The low prevalence of IUGR in comparison to LBW and prematurity could suggest that measurement bias has occurred. Clearly, gestational age could have been underestimated by recall bias related to the date of the last menstruation, or loss of precision of ultrasound at advanced gestational age. Weight could also be affected by measurement bias, as mentioned previously. On the other hand, both LBW and prematurity would be underestimated by these same potential biases, and this does not seem to have occurred. Since the prevalence of IUGR was significantly higher among non-recruited children, we suggest selection bias as the most likely explanation. In addition, some studies indicate that the INTERGROWTH 21st curve tends to underestimate the frequency of small for gestational age newborns, a proxy for IUGR [43]. Despite this, our study detected associations with anemia before pregnancy and primiparity.
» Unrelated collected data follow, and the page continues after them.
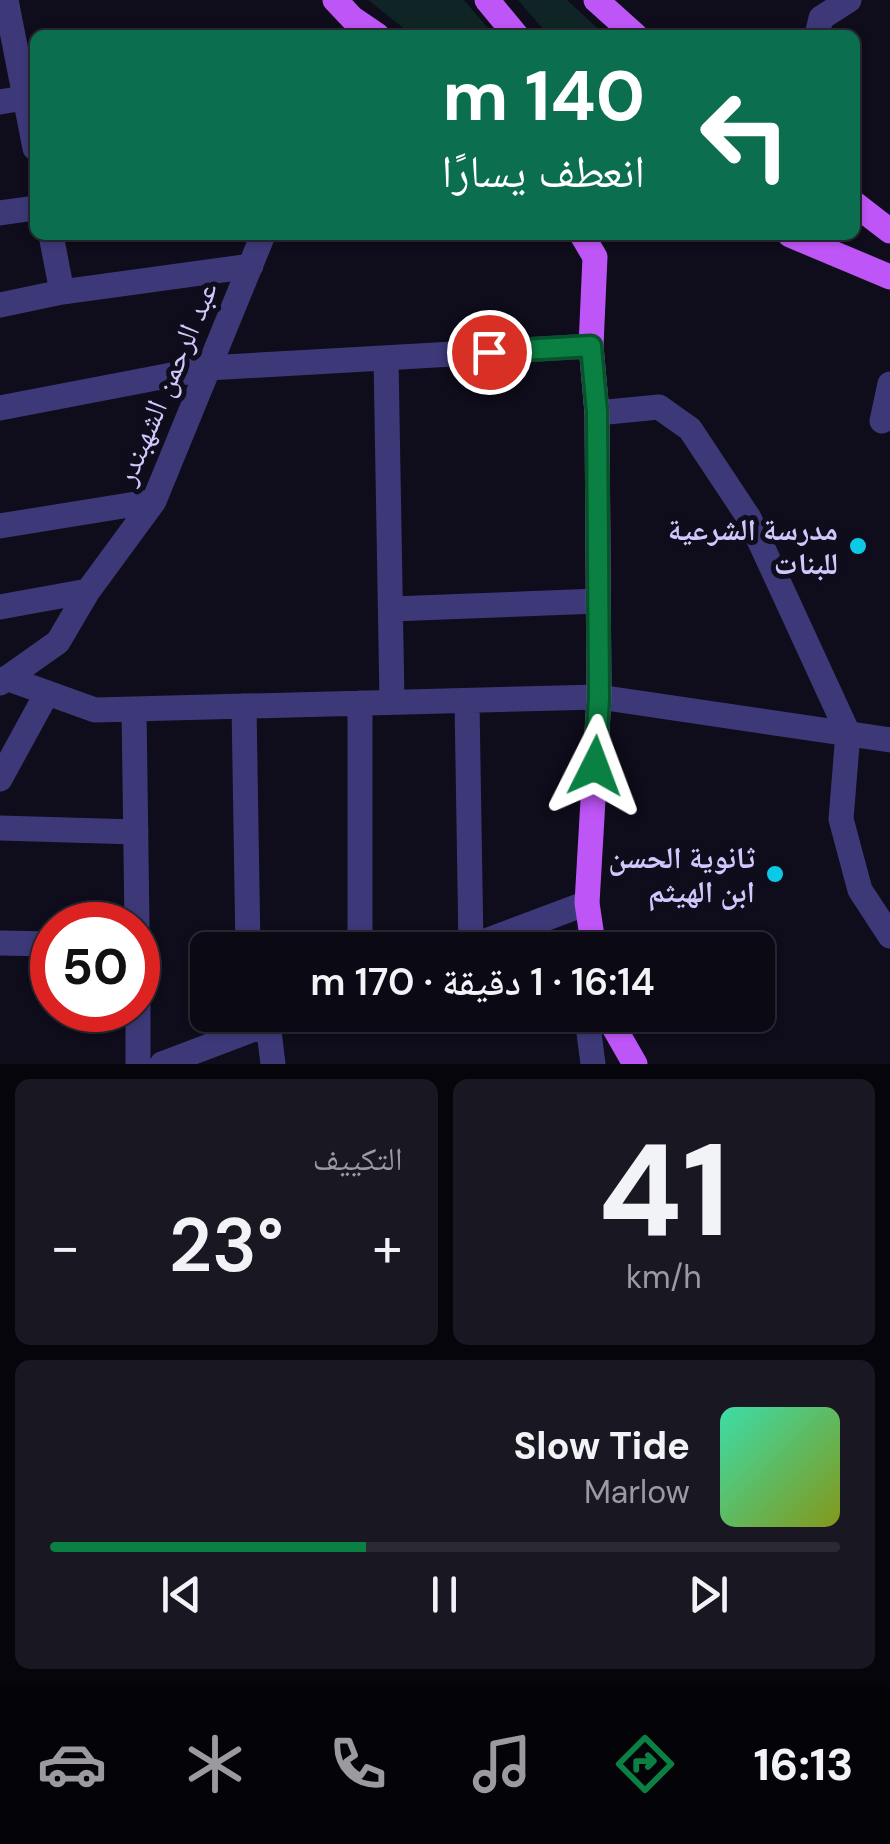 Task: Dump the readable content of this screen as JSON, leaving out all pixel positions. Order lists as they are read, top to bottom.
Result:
{
  "streets": {
    "street": ["عبد الرحمن الشهبندر"]
  },
  "places": ["مدرسة الشرعية للبنات", "ثانوية الحسن ابن الهيثم"],
  "page": {
    "turn": ["140 m", "انعطف يسارًا"],
    "limit": "50",
    "trip": "16:14 · 1 دقيقة · 170 m",
    "tile": [
      ["41", "km/h"],
      "التكييف"
    ],
    "heat": ["−", "23°", "+"],
    "song": ["Slow Tide", "Marlow"],
    "tabs": "16:13"
  }
}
We believe that if the IUGR prevalence is underestimated, the real magnitude of the associations would be even greater, and additional unconfirmed associations could have been found.
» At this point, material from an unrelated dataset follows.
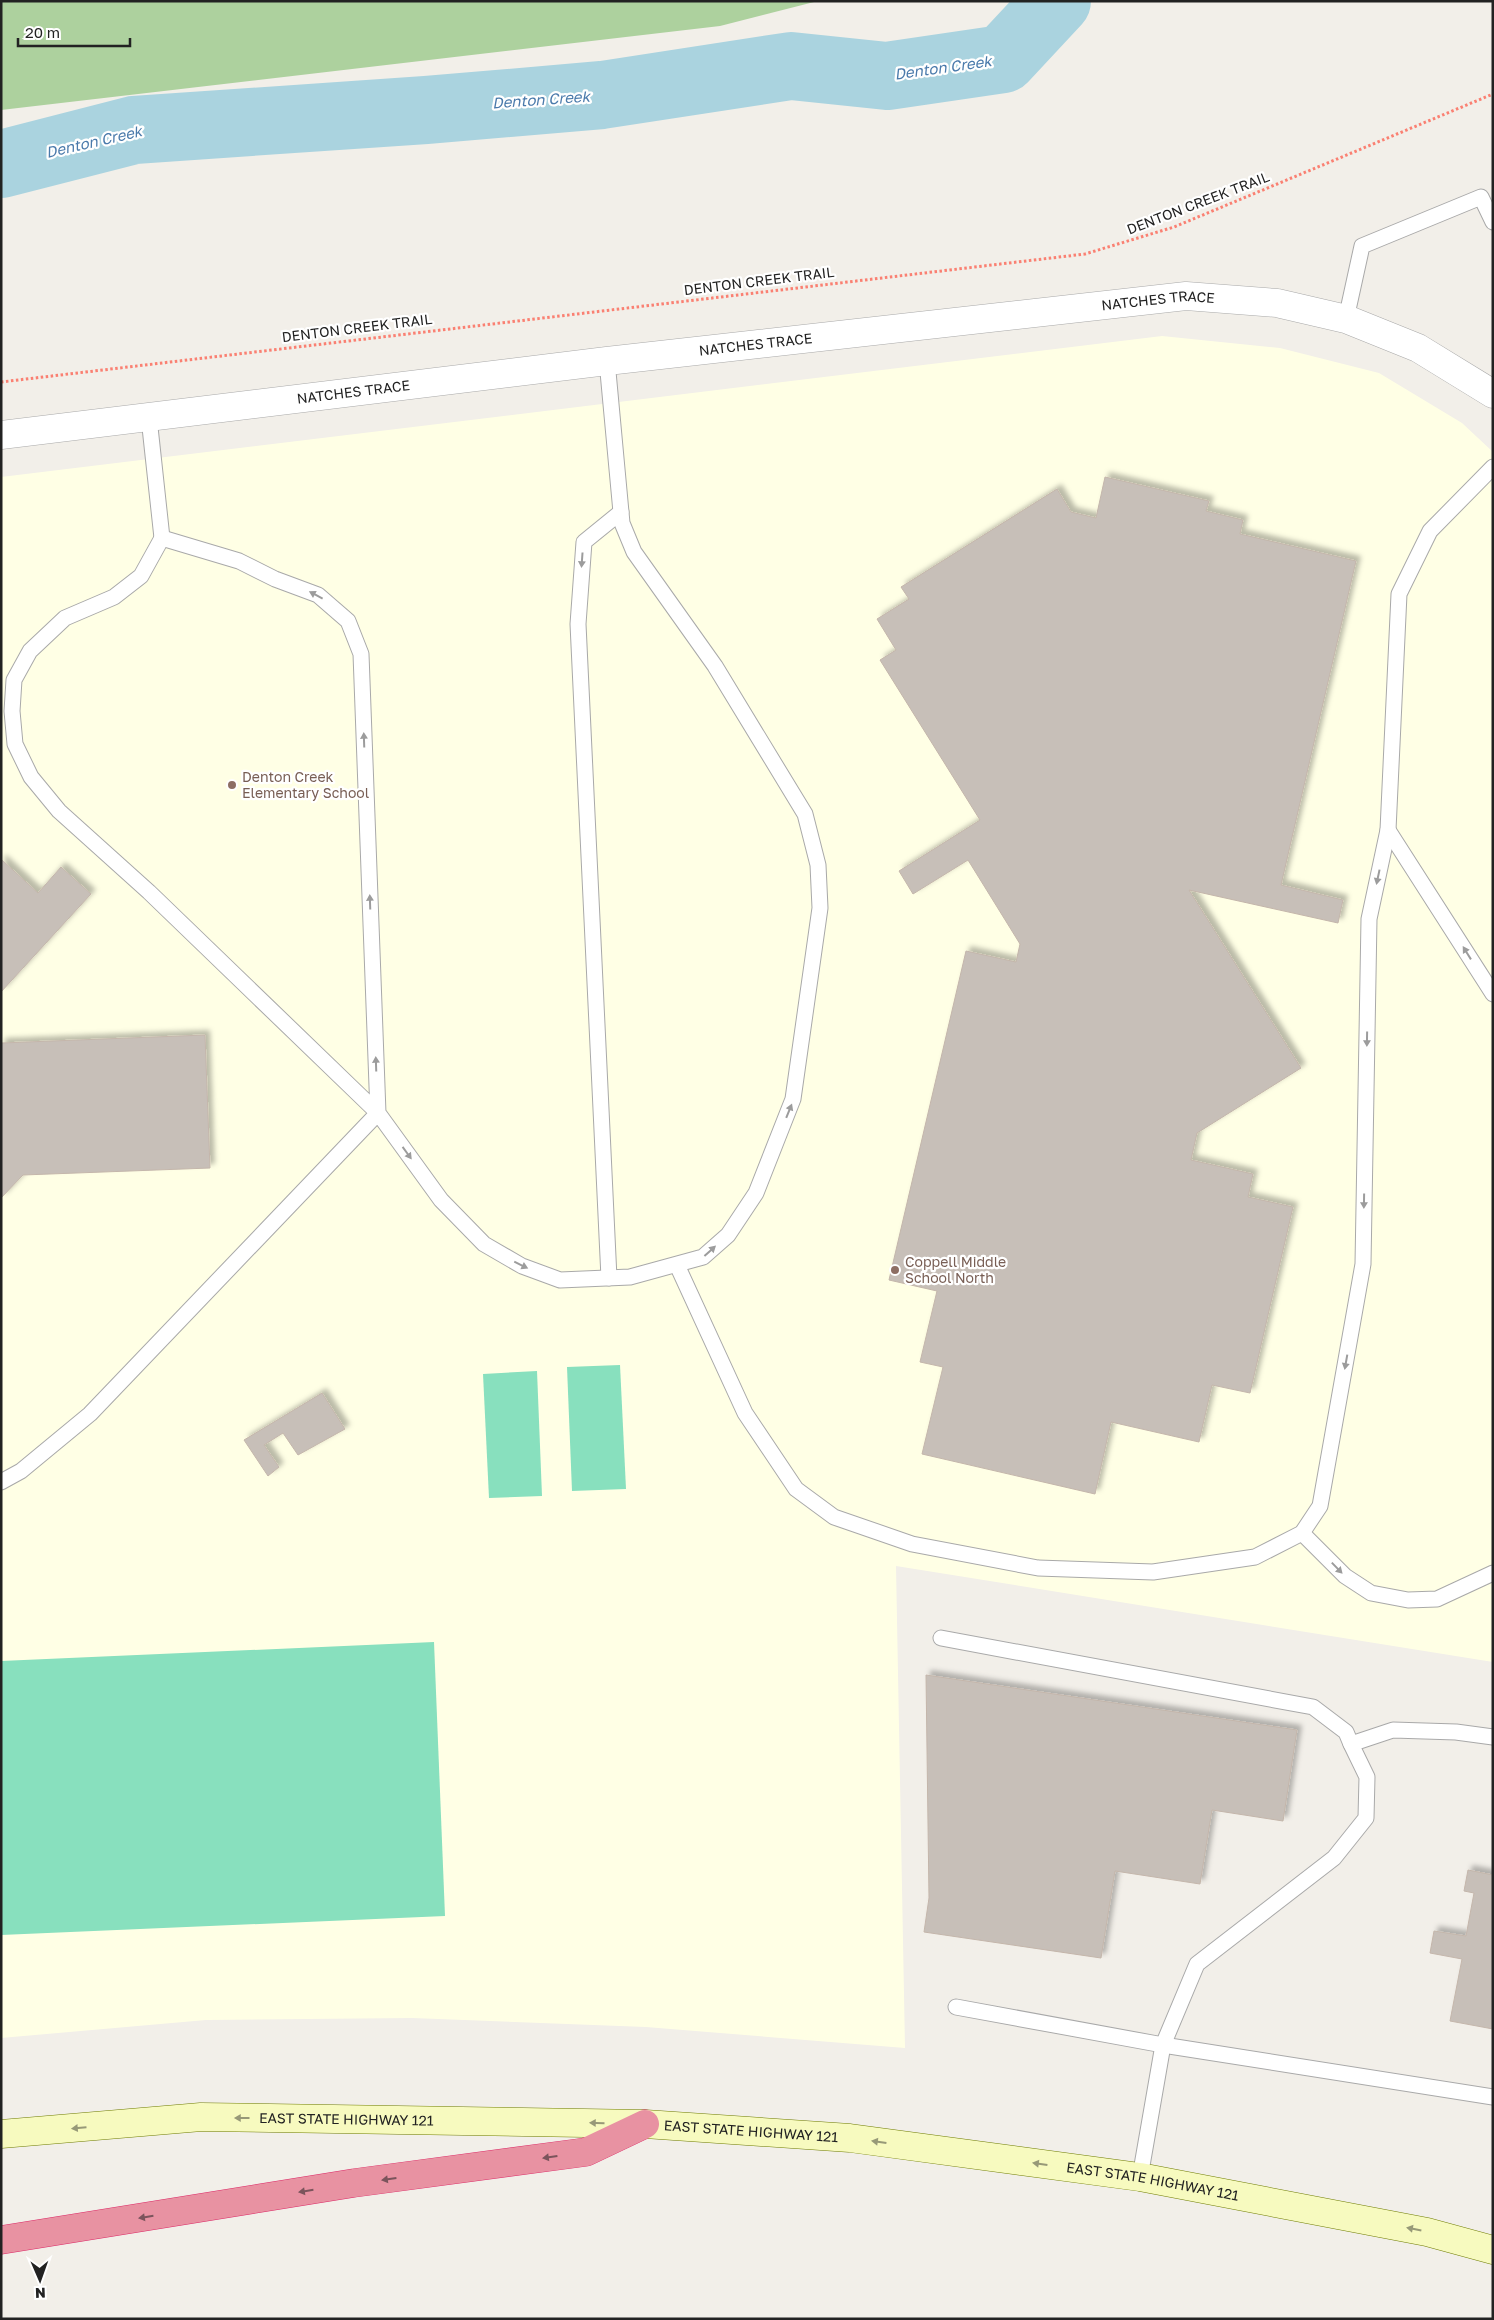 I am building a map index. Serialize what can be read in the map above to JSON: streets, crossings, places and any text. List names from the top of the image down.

Our results show biological plausibility and strong consistency with the literature. The analyses were performed at the baseline of the first indigenous birth cohort in Brazil and the recruitment level was high, without statistical differences in the prevalence rates of LBW and prematurity or in birthweight, gestational age at birth, and birthweight z-score for gestational age between recruited and unrecruited children, which reinforces the robustness of the study.
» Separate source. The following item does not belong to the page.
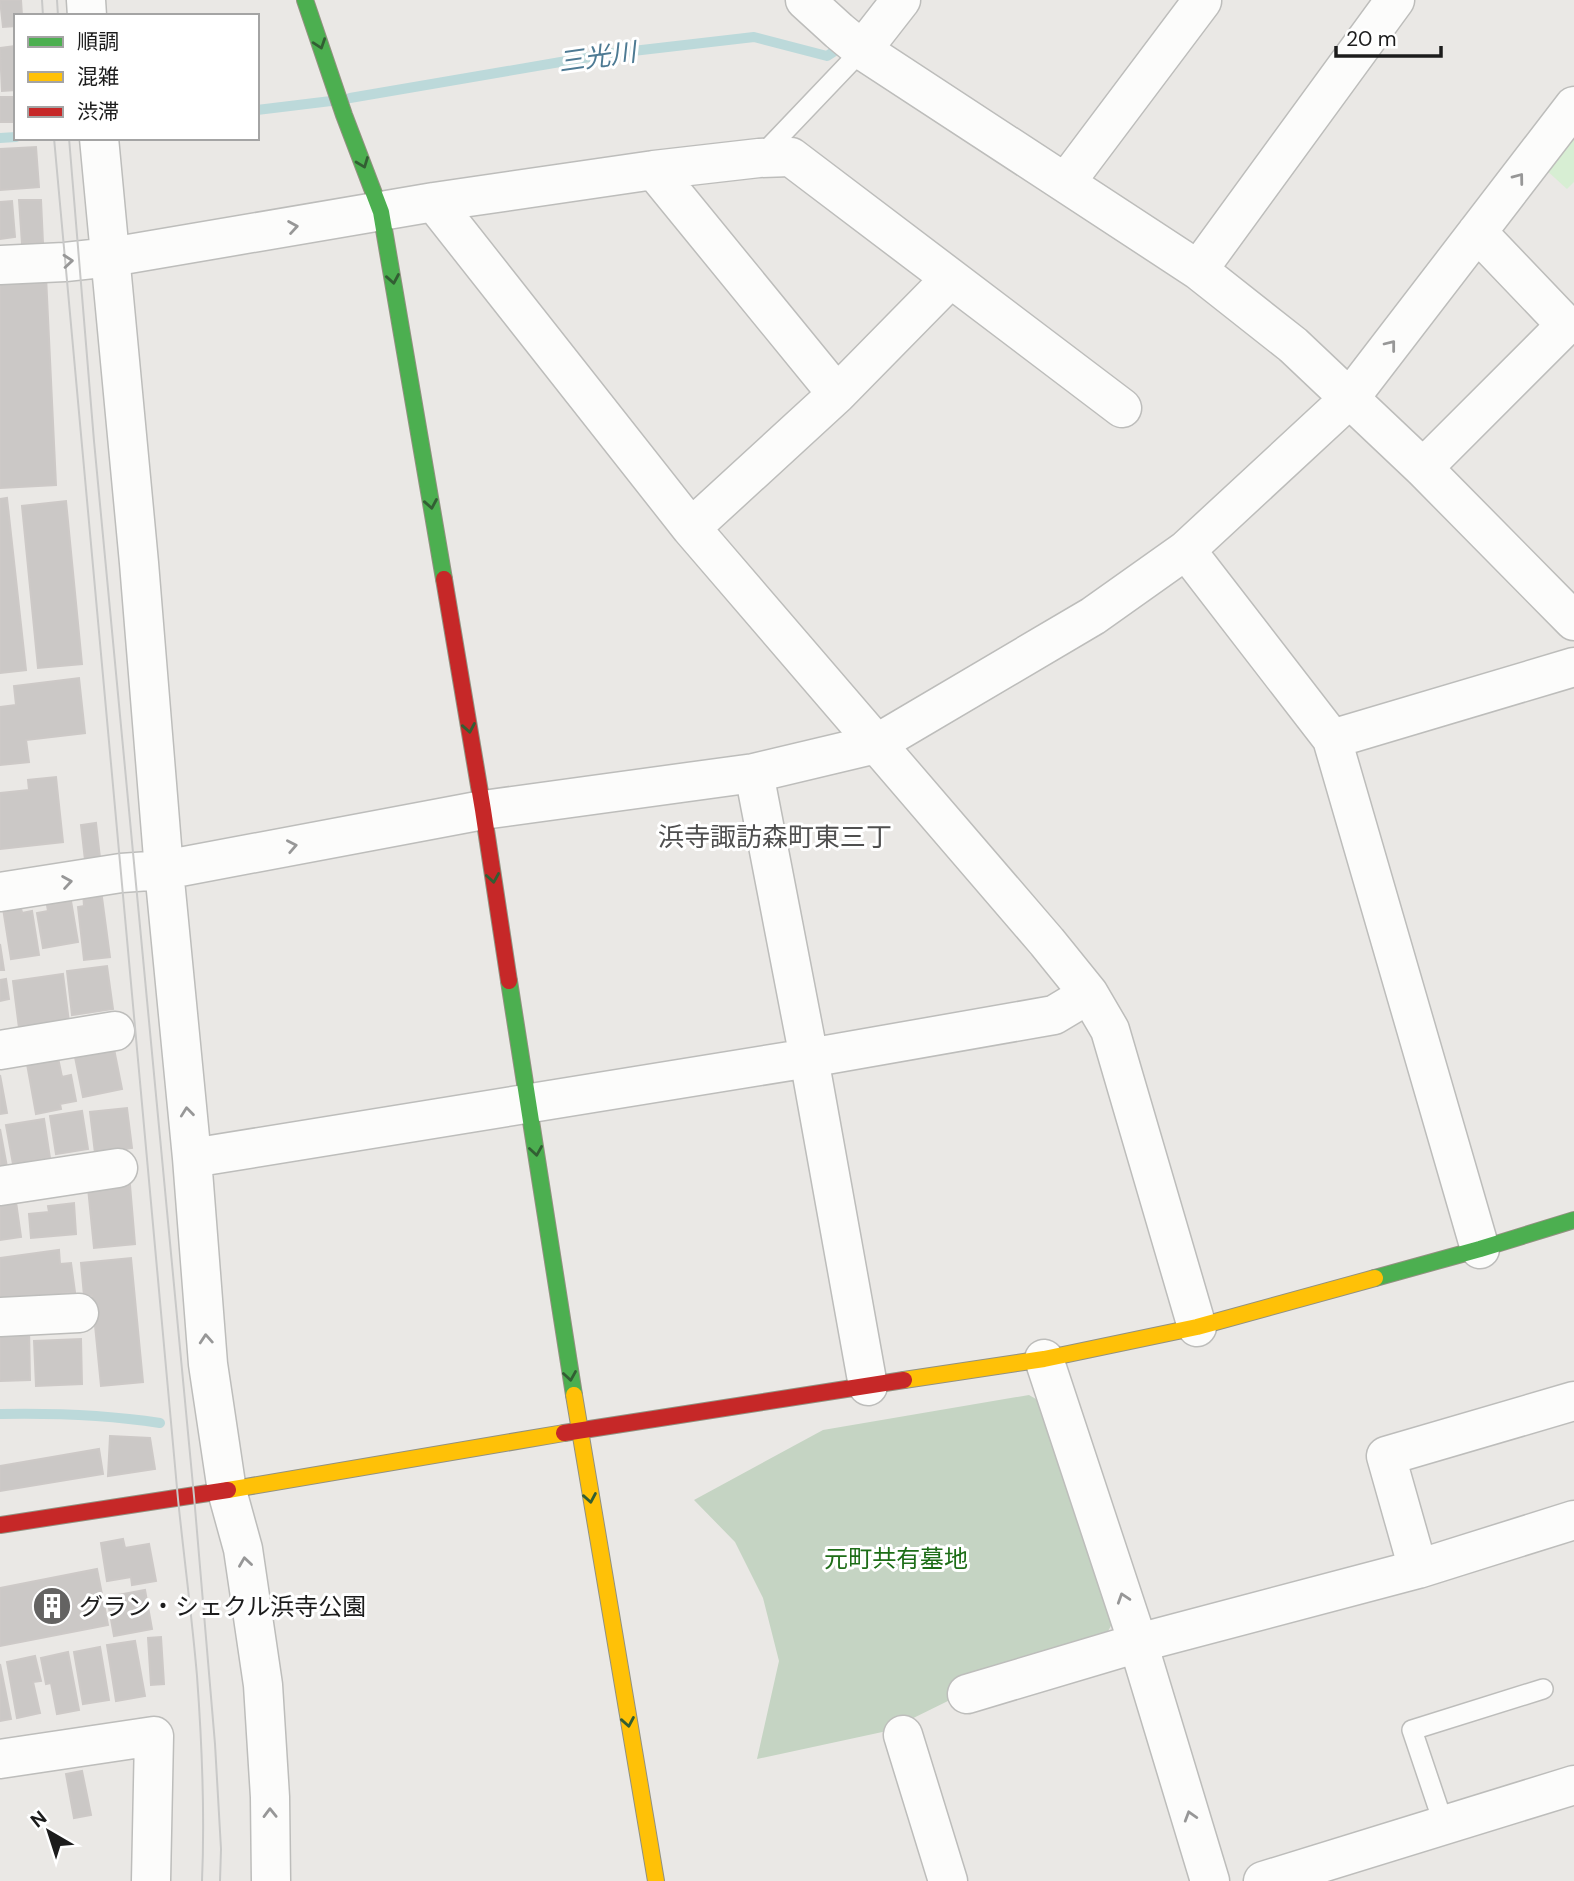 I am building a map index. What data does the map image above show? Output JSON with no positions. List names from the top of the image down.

As mentioned previously, Brazil has one of the world’s most socially diverse indigenous populations. The indigenous category encompasses extensive differences in culture, geographical and territorial occupation, degrees of contact with the surrounding society, exposure to environmental and climatic conditions, health standards and access to natural resources, goods and services, and public policies, such as health. Although this diversity imposes a certain limitation on the generalization of Guarani results to all indigenous peoples in the country, our study identified a common pattern marked by the social and health disadvantage of the indigenous people compared to their counterparts. Thus, these results can serve as a topic for debate about inequities in health and expanding access to public policies to guarantee the constitutional rights of indigenous peoples in Brazil.

Conclusions

As mentioned previously, the identification of populations at greater risk of LBW and that face barriers in access to health and nutrition policies is a global health priority. This study revealed high prevalence rates for LBW and prematurity in the Guarani indigenous population, higher than reported in most studies in indigenous and non-indigenous peoples in Brazil and elsewhere. The target outcomes were associated with environmental determinants such as quality of the household environment, maternal nutritional and health status before and during pregnancy, obstetric history, and access to and use of health services, most of which are modifiable through interventions by the health sector and by inter-sector policies on food security, housing, and the environment. Emphasis should be given to strengthening the Indigenous Healthcare Subsystem, allowing improved access to primary healthcare by indigenous peoples and the development of culturally sensitive health practices.

Interventions in these fields may result not only directly in the reduction of prevalence rates for LBW, prematurity, and IUGR in the population, but also indirectly in the reduction of the high burden of morbidity and mortality from infectious diseases, especially acute respiratory infections, and malnutrition in childhood. They could also minimize delays in cognitive development, preventing chronic noncommunicable diseases in adulthood, and interrupting the vicious circle of poverty and social exclusion that historically affects indigenous peoples in Brazil.